One of the traditions that I have is getting sick.
That’s right. You read that right. Every single Christmas from the time I was 2 until I was about 8 was spent with me being sick. Since then, I’ve traded off, sometimes being sick during Christmas and sometimes I am sick the week before or after. But it just wouldn’t be Christmas if I didn’t get sick.
So I leave you with this photo of myself taken on Christmas morning of 1992 – taken shortly after I woke up to find Santa had visited and left me lots of presents. My parents tried desperately to get me excited, but all I wanted to do was curl up with my blanket on the couch with my new doll and go to sleep. In fact, I only opened this one present and left the rest until that evening.
As the year comes to an end and many of us celebrate various holidays, I wish you all a wonderful season full of love, good company, and good food. Happy Ancestor hunting!
A few days ago I wrote a Some Thoughts for the Genealogy Societies in the World. I’ve given genealogy societies some words of advice, but I think it is time to discuss why you should join a genealogy society. These are my reasons for joining a genealogy society:
- Social Networking: While I love keeping up to date with all of my genealogy buddies on Facebook and Twitter, it isn’t the same as in-person socializing. I crave social time with people that get the whole, “I search for dead people” thing. I don’t just want someone to have a conversation with (although those are nice) but I want someone I an truly call a friend. Someone who I can take field trips to libraries and archives with. Someone to share a hotel room with during conferences. And someone to get together with and talk about our latest research struggles. I want a genealogy social life and a genealogy society is the best way to create the social life.

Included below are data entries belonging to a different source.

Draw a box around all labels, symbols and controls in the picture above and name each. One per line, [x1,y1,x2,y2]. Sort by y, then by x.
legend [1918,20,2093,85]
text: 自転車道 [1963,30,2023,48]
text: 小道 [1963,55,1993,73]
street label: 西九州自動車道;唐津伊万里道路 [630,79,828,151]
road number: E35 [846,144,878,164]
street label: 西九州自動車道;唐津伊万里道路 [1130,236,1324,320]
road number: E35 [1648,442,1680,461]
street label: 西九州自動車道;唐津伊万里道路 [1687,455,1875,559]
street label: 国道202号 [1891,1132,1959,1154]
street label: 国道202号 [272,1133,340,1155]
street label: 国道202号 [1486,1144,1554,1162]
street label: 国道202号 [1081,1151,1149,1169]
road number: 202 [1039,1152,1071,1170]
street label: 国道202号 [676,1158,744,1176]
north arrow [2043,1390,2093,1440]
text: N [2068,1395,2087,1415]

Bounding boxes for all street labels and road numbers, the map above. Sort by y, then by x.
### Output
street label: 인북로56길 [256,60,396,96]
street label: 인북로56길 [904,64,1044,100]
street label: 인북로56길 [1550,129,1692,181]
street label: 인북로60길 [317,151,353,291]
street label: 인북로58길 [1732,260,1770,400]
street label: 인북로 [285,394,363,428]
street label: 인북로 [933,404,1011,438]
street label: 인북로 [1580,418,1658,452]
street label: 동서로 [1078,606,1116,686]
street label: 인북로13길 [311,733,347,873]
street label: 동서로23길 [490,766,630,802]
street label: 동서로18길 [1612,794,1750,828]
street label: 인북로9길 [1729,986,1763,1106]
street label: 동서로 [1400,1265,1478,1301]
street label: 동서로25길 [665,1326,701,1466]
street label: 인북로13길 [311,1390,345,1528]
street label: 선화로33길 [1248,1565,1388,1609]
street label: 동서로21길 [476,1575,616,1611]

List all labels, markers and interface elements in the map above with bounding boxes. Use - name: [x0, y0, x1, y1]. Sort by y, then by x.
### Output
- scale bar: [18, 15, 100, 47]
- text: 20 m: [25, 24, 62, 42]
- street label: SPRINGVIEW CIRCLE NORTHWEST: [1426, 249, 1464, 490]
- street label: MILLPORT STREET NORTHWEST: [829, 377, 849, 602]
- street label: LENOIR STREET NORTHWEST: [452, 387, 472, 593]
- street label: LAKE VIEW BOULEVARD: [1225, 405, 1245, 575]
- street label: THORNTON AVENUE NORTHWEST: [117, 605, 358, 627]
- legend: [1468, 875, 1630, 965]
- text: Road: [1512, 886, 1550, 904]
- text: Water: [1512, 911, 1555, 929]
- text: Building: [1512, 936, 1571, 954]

- Education: I am always looking to learn about other resources, methodologies, and technologies to help me research my ancestors. Genealogy societies not only have members with knowledge, but also bring in speakers or conduct classes. Sometimes they release newsletters with lots of good educational information or articles to learn from. Some societies even host webinars to bring in speakers from all over the country (and the world).
- Access to Stuff: Lots of societies have a library that sometimes requires a small fee for nonmembers to research. Being a member of that society can give you free access to the library. Some societies also offer at-home access to subscription sites so you can do research at home in your pajamas.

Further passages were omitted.